Oxley-Worldbridge has two more development sites in the pipeline for launch in Cambodia. “It’s a great market for us,” says Ching. “It’s an emerging market, but we’ve succeeded despite the circumstances.”
Elsewhere in Southeast Asia, Oxley also has a pipeline of developments in Indonesia, Malaysia, Myanmar and Vietnam with JV partners. “Myanmar is another up-and-coming market,” Ching says. “In Vietnam, we also own some pieces of land with JV partners. We have struggled a bit in Malaysia, but we have a full team there now.”
Last December, Oxley launched the 20,000 sq m Oxley Convention City in Batam, a mixed-use development comprising a convention centre, an office tower, three residential towers and a hotel tower.
In China, Oxley has stakes in Xingang International City in Tianjin, which has a gross development area of 1.6 million sq m, and a project in Gaobeidian, a township in the Hebei special economic zone outside Beijing.

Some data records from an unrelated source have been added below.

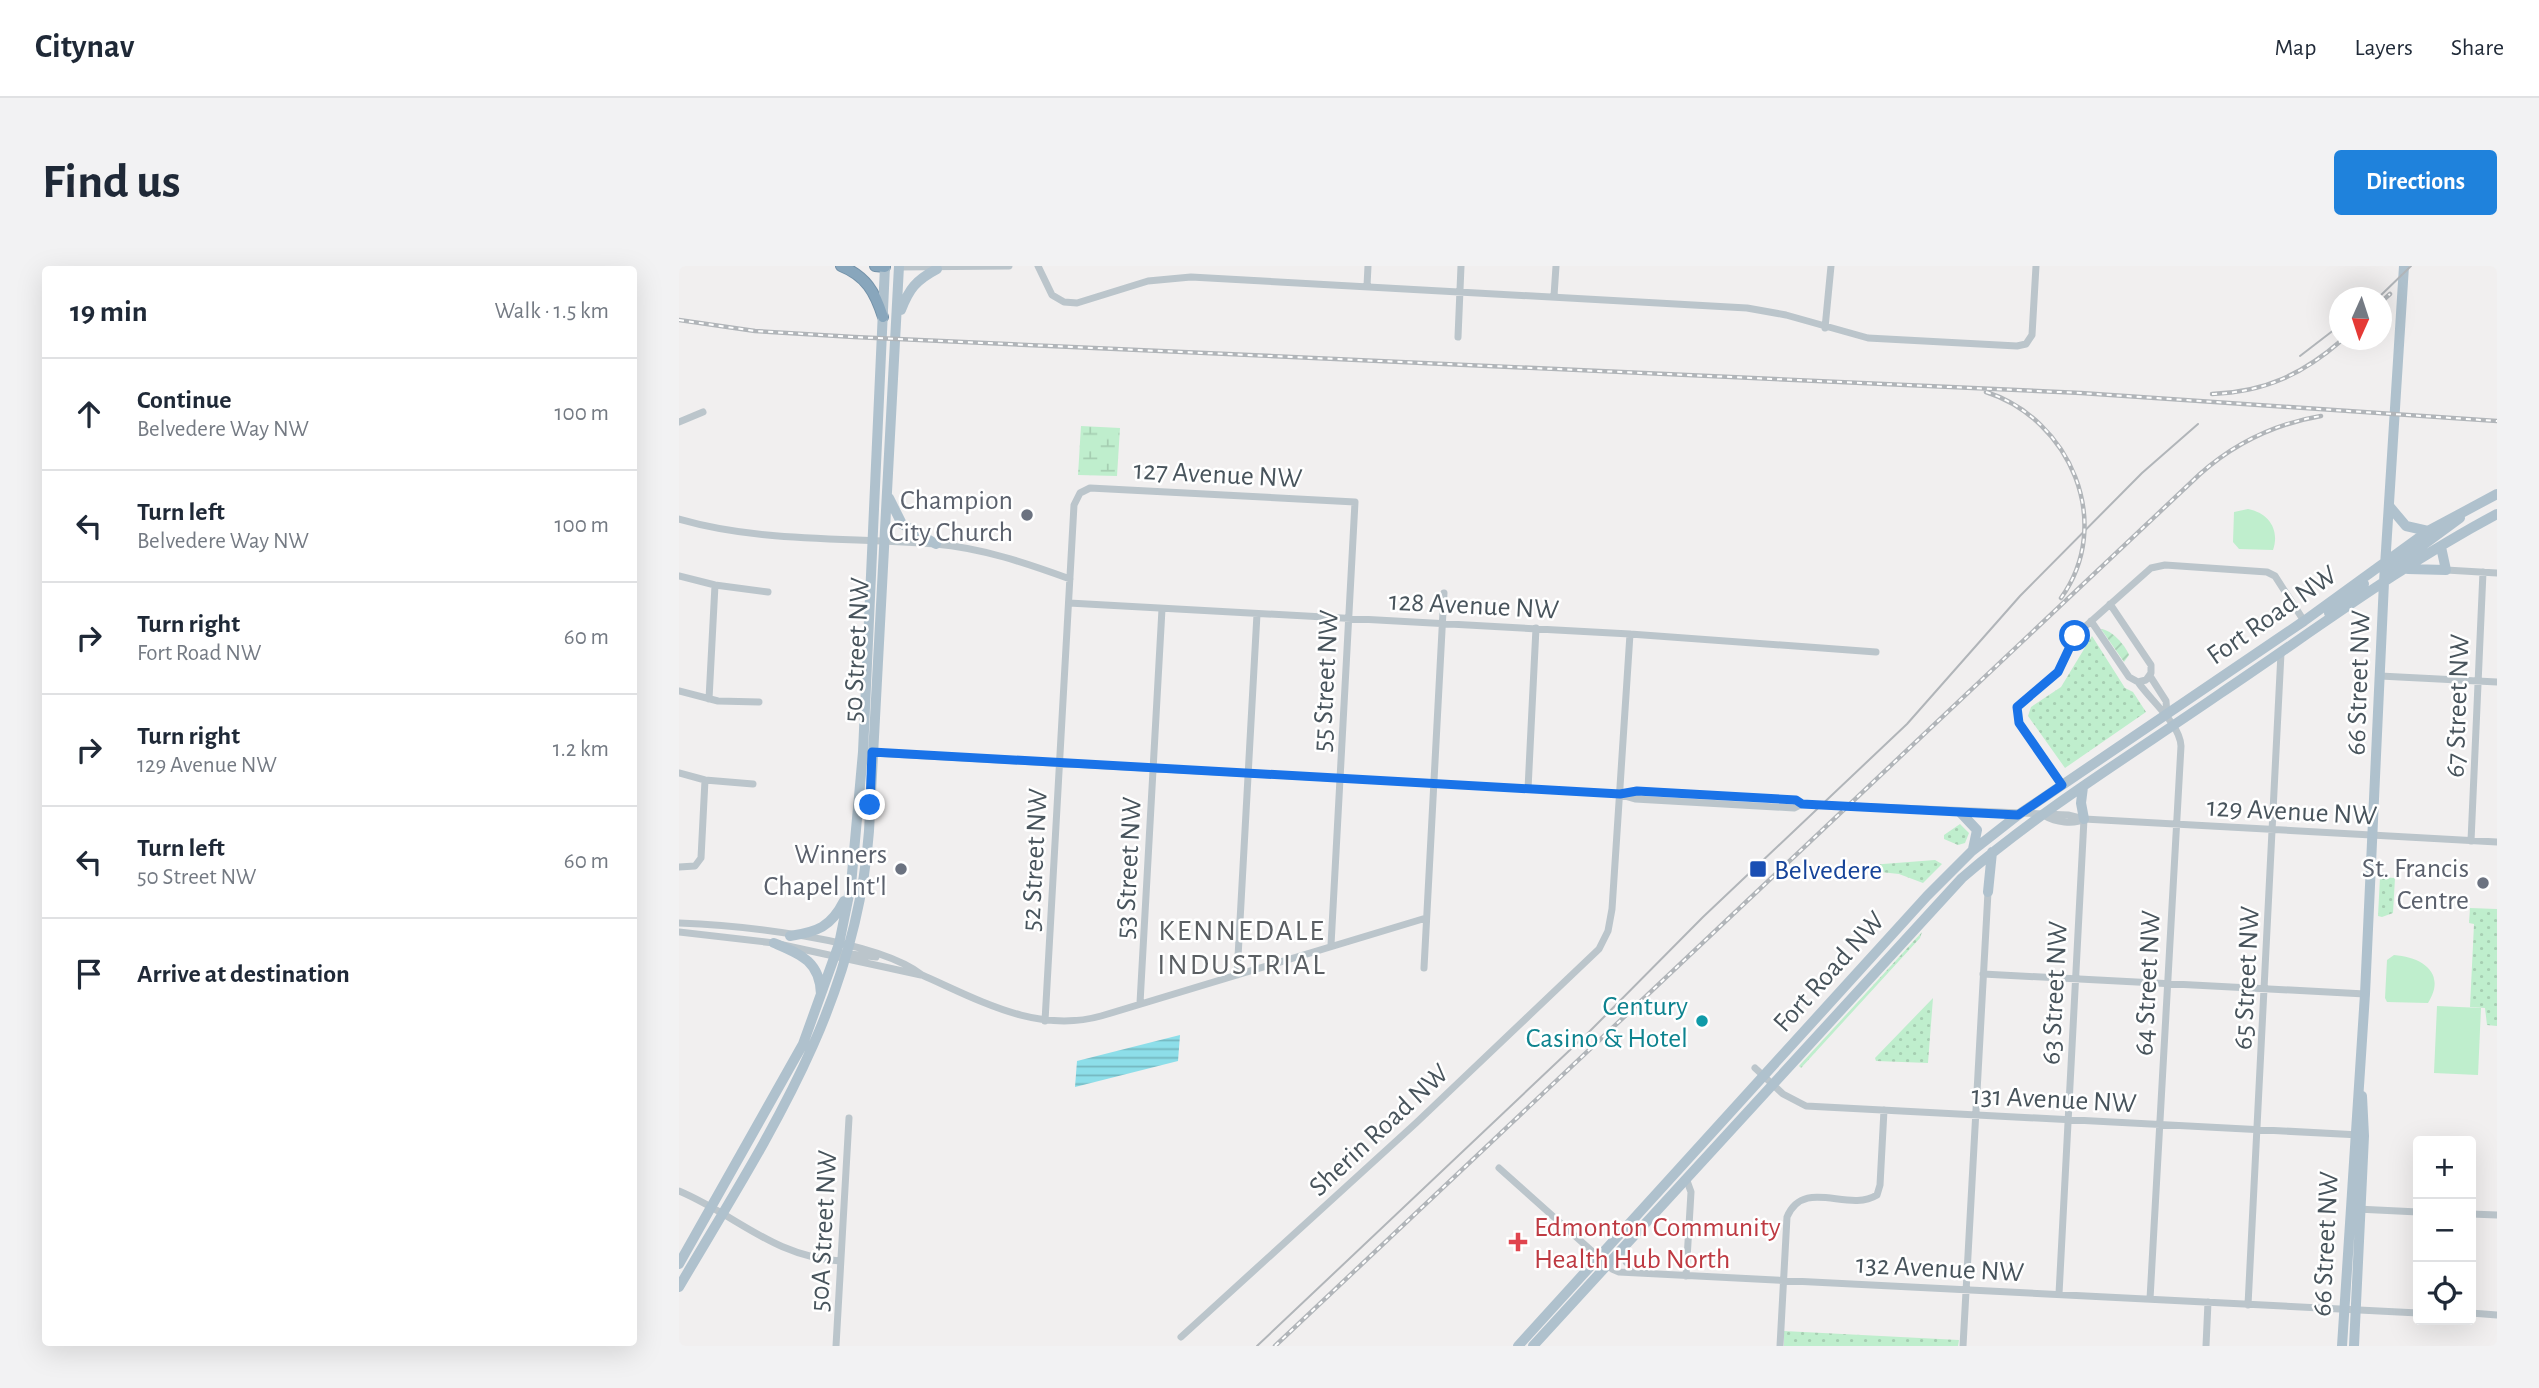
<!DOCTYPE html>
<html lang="en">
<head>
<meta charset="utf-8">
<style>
	:root { --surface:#fff; --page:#f2f2f3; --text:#1f2937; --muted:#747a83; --line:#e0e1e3; --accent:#1f82dc }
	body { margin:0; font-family:"Alegreya Sans",sans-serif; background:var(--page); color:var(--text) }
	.controls { position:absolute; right:21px; bottom:21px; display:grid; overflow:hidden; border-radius:7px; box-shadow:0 7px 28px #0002 }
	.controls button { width:63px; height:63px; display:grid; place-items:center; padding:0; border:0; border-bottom:2px solid var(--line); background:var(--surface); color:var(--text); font:35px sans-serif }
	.compass { position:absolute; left:1650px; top:21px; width:63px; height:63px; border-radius:50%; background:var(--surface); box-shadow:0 7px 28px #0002; rotate:183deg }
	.stop { position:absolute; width:21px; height:21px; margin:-16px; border:5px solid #1a73e8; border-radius:50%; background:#fff }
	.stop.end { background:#1a73e8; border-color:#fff; box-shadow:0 2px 7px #0008 }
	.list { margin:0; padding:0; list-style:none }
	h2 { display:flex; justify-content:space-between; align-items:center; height:91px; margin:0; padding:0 28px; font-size:30px }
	h2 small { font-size:23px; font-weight:400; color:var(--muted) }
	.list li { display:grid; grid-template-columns:46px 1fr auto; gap:21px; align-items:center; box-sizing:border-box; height:112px; padding:0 28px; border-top:2px solid var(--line) }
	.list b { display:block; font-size:26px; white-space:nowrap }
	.list p { margin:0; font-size:23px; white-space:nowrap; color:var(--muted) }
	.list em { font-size:23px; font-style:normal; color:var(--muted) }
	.icon { flex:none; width:38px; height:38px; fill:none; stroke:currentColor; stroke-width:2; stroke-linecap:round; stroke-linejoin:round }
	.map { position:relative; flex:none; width:1818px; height:1080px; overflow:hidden; border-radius:7px }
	header { display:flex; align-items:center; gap:42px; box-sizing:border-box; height:98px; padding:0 35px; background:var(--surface); border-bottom:2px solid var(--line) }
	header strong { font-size:33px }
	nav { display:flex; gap:38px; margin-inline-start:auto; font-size:24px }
	.intro { display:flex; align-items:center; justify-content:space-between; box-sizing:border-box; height:168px; padding:0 42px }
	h1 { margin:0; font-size:49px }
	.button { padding:18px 32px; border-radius:7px; background:var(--accent); color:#fff; font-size:24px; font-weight:700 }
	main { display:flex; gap:42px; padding:0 42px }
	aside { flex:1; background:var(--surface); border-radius:7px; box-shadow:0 7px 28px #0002 }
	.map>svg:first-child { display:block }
</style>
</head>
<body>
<header>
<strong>Citynav</strong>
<nav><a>Map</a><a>Layers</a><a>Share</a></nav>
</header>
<div class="intro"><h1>Find us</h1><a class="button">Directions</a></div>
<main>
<aside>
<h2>19 min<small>Walk · 1.5 km</small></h2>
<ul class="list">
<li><svg class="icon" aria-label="ahead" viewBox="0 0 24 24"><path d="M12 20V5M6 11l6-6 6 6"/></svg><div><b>Continue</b><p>Belvedere Way NW</p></div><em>100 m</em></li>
<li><svg class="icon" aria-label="left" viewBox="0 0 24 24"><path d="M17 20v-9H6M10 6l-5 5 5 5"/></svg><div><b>Turn left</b><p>Belvedere Way NW</p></div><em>100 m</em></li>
<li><svg class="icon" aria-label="right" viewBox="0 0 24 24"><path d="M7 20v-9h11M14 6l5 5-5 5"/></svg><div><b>Turn right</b><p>Fort Road NW</p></div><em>60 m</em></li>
<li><svg class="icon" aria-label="right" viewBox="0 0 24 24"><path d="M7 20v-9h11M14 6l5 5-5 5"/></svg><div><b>Turn right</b><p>129 Avenue NW</p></div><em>1.2 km</em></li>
<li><svg class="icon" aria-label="left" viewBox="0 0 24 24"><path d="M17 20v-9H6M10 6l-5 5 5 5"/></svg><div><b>Turn left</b><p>50 Street NW</p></div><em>60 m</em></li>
<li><svg class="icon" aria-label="arrive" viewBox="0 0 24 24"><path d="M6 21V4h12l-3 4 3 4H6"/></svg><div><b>Arrive at destination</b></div></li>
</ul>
</aside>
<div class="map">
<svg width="1818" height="1080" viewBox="0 0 1818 1080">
	<defs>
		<pattern id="grass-dots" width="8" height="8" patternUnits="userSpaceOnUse" patternTransform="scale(1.75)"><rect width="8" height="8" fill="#bfeecd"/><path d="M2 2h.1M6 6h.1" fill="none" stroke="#a6ceb2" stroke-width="1.8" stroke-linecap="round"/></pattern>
		<pattern id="wetland-marsh" width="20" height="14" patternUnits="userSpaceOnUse" patternTransform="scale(1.75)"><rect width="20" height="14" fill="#bfeecd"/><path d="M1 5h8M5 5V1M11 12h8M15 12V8" fill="none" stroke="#a6ceb2"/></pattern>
		<pattern id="garden-furrows" width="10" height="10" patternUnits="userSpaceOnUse" patternTransform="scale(1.75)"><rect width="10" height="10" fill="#bfeecd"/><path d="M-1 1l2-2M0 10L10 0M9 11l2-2" fill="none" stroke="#a6ceb2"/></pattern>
		<pattern id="water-rules" width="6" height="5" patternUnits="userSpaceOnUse" patternTransform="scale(1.75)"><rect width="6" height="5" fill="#8ddee9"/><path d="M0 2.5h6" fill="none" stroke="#75b7c0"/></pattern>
	</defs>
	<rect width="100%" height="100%" fill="#f1efef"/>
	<path fill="url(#grass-dots)" d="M 1413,370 L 1446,422 L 1454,426 L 1467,446 L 1386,502 L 1349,450 L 1352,441 L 1382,421 Z
		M 1281,558 L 1290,567 L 1286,577 L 1279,579 L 1265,573 L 1265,569 Z
		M 1256,594 L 1263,598 L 1244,617 L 1220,608 L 1192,605 L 1189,602 L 1191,599 Z
		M 1701,611 L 1716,612 L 1714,647 L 1703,651 L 1699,650 Z
		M 1791,642 L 1818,643 L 1818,760 L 1808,759 L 1806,742 L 1791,741 L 1795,658 L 1790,657 Z
		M 1243,666 L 1241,672 L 1122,802 L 1120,800 Z
		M 1254,732 L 1249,797 L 1197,795 L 1196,792 Z
		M 1105,1065 L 1280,1074 L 1279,1080 L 1105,1080 Z"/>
	<path fill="url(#wetland-marsh)" d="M 402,160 L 441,162 L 438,210 L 399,209 Z"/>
	<path fill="url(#garden-furrows)" d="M 1422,363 C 1433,364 1446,379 1450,389 L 1445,396 Z"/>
	<path fill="#bfeecd" d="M 1569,243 C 1590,247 1601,264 1594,284 L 1560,283 L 1554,276 L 1555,246 Z
		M 1715,689 C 1743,691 1768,707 1749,737 L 1708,736 L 1706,732 L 1708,694 Z
		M 1758,740 L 1802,742 L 1799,809 L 1755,807 Z"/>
	<path fill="url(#water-rules)" d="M 501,769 L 499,795 L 396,821 L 398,795 Z"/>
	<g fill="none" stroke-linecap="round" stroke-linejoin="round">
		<g stroke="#7391a8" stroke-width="12">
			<path id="highway" d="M 162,0 C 187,10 196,26 204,51
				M 196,0 L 206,1"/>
		</g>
		<path stroke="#bbc5cb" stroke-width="7" d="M 359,0 L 373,29 L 385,36 L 398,37 L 469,15 L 512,11 L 1068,42 L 1107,49 L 1189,72 L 1338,80 L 1347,78 L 1353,69 L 1357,0
			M 220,1 L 330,0
			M 688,20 L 689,0
			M 875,30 L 877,0
			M 1146,62 L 1152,0
			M 779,71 L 782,0
			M 0,156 L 24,146
			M 0,253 C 83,277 171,271 256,278 C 303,282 347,297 391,313
			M 1767,304 L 1818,307
			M 0,310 L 36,319 L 89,326
			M 390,337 L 951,368 L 1197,386
			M 1412,355 L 1450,411 L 1459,416 L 1467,414 L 1472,407 L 1472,399 L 1431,338
			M 1471,410 L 1487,435 L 1488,448
			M 1701,410 L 1818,416
			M 1459,416 C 1472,435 1501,458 1502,480 L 1471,1033
			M 0,425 L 39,435 L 80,436
			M 30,433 L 36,319
			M 193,487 L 941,528 L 966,525 L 1117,534 L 1123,538 L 1389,549 L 1405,553 L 1818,576
			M 0,507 L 26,514 L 74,518
			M 1383,519 L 1340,457 L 1338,441 L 1379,406 L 1400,366 L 1472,302 L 1486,299 L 1588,306 L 1596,310 L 1625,355
			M 849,523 L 857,362
			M 942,529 L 956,533 L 1115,542 L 1123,538
			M 1366,550 C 1376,556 1395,559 1405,553
			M 1792,575 L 1804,306
			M 0,601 L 16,600 L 22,592 L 26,514
			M 0,657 C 60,659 197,673 243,709 C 300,734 358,768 422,750 L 747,652
			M 0,666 L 95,677 L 242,709
			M 163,687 L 197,691
			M 745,702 L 765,327
			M 1304,708 L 1686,728
			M 558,709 L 578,348
			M 461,737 L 483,343
			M 366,755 L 395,239 L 401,227 L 411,222 L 676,236 L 652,679
			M 1076,802 L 1104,828 L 1127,840 L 1681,869
			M 820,902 L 933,1003 L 940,1006 L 1739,1047
			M 1007,912 L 1012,926 L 1007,1010
			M 0,925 C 59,950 93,990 161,995
			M 1678,943 L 1739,946
			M 1792,948 L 1818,949
			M 947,978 L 947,996 L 958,1005
			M 1380,1028 L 1405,553
			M 1569,1039 L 1602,387
			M 1792,1047 L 1818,1049
			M 502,1071 L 737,857 L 920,683 L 929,665 L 933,643 L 951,368
			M 157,1080 L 170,852
			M 1101,1080 L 1108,951 C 1125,911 1169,947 1198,929 L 1201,919 L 1205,844
			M 1284,1080 L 1309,626
			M 1527,1080 L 1529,1036"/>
		<path stroke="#afc1cd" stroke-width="10" d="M 222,44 C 230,23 237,14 258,3
			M 210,232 L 223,258 L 257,278
			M 1711,241 L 1727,260 L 1749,265
			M 1729,303 L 1767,304 L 1762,281
			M 1707,313 L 1717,299 L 1781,252
			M 1650,347 L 1685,318
			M 1404,521 L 1402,537 L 1405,553
			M 1281,546 L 1298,564 L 1294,583
			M 1309,626 L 1313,586
			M 111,670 C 138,666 152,661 165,635
			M 95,677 C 121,688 141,695 142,728
			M 0,998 L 124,778 L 160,678 L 172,619 L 184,486 L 206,0
			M 0,1021 C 87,873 177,742 190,565 L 220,0
			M 839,1080 L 1248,630 L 1293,585 L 1339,549 L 1625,355 L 1749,265 L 1818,228
			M 854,1080 L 1283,612 C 1363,543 1455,487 1542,427 C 1633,366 1722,299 1818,248
			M 1663,1080 L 1686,728 L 1705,316 L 1725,0
			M 1675,1080 L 1685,870 L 1683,830"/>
		<use href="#highway" stroke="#88a6bc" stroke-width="10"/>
		<path stroke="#b1b5b9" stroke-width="2" d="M 1699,32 L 1732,0
			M 1621,90 L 1660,60
			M 578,1080 L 910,766 L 1024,651 L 1228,458 L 1341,330 L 1463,207 L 1519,158"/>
		<g stroke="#b1b5b9" stroke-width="4.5">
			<path id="rail" d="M 1702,36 L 1711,28
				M 0,54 L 76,65 L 175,71 L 1402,127 L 1818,155
				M 1307,126 C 1391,153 1436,257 1382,332
				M 1533,128 C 1586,126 1624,108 1663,74
				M 596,1080 L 1521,208 C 1556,177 1595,158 1642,150"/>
		</g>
		<use href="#rail" stroke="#fff" stroke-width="2" stroke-dasharray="5" stroke-linecap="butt"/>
	</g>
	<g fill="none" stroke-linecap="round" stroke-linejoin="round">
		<path stroke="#1a73e8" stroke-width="9" d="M 191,539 L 193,486 L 941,528 L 958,525 L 1117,534 L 1123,538 L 1339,549 L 1383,519 L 1340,457 L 1338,441 L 1379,406 L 1396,370"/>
	</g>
	<g fill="#6b7280" stroke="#fff" stroke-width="2.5">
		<circle cx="348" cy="249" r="7"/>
		<circle cx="222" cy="603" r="7"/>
		<circle cx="1804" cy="617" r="7"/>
	</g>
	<rect fill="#1a4fb4" stroke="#fff" stroke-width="2.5" x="1070" y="594" width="18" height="18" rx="3.5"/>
	<circle fill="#0f9aa8" stroke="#fff" stroke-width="2.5" cx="1023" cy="755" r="7"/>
	<path fill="#e0444e" stroke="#fff" stroke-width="2.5" d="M835.5 965.5h7v7h7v7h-7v7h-7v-7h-7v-7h7z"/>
	<g text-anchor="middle" stroke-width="5" stroke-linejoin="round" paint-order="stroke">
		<g font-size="28" fill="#48545c" stroke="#fff">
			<text transform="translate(539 207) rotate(3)" y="10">127 Avenue NW</text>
			<text transform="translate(795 338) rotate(3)" y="10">128 Avenue NW</text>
			<text transform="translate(1592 348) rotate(-35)" y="10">Fort Road NW</text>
			<text transform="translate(176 384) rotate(-87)" y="10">50 Street NW</text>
			<text transform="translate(645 415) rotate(-87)" y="10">55 Street NW</text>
			<text transform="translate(1678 417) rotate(-88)" y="10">66 Street NW</text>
			<text transform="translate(1777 440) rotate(-88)" y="10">67 Street NW</text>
			<text transform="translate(1613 544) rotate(3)" y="10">129 Avenue NW</text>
			<text transform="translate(354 594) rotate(-87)" y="10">52 Street NW</text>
			<text transform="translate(448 602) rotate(-87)" y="10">53 Street NW</text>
			<text transform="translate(1149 705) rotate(-48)" y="10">Fort Road NW</text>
			<text transform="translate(1566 712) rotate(-87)" y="10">65 Street NW</text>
			<text transform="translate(1467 717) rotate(-87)" y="10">64 Street NW</text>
			<text transform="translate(1374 727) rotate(-87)" y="10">63 Street NW</text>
			<text transform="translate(1375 832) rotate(3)" y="10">131 Avenue NW</text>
			<text transform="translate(699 863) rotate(-43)" y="10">Sherin Road NW</text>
			<text transform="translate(143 965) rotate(-87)" y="10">50A Street NW</text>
			<text transform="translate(1645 978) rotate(-87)" y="10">66 Street NW</text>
			<text transform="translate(1261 1001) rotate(3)" y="10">132 Avenue NW</text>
		</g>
		<g font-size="28" fill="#5b616d" stroke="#fff" text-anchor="end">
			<text x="334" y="243">Champion<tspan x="334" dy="32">City Church</tspan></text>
			<text x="208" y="597">Winners<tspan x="208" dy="32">Chapel Int'l</tspan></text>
			<text x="1790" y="611">St. Francis<tspan x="1790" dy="32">Centre</tspan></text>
		</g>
		<g font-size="28" fill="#164399" stroke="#fff" text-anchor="start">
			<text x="1095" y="613">Belvedere</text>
		</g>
		<g font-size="28" fill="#0d838f" stroke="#fff" text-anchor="end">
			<text x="1009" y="749">Century<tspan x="1009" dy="32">Casino &amp; Hotel</tspan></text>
		</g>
		<g font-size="28" fill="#be3a42" stroke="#fff" text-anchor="start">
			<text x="855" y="970">Edmonton Community<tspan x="855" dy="32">Health Hub North</tspan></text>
		</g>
		<g font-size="30" letter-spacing="2" fill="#5c6064" stroke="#fff">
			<text x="563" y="674">KENNEDALE<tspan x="563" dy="34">INDUSTRIAL</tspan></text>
		</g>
	</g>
</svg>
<div class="controls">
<button>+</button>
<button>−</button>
<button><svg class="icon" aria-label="locate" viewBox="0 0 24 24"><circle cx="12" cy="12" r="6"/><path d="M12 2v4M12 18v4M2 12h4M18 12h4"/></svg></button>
</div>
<svg class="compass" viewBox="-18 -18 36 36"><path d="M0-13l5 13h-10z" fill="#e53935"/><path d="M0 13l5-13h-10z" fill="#747a83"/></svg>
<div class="stop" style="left:1396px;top:370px"></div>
<div class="stop end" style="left:191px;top:539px"></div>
</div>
</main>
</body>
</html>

The Gaobeidian project is part of a JV with KSH Holdings, Heeton Holdings and Lian Beng Group.
Oxley has certainly become a global property developer to watch. “It’s an exciting time for us,” says Ching.
Source: Oxley Holdings
Artist’s impression of The Peak in Phnom Penh, which comprises twin 55-storey towers with 500 units in each block, as well as shops, restaurants, offices and the Shangri-La Hotel
Source: Oxley Holdings
Oxley Convention City in Batam is a mixed-use development comprising a convention centre, an office tower, three residential towers and a hotel tower
This article appeared in EdgeProp Pullout, Issue 803 (Oct 30, 2017).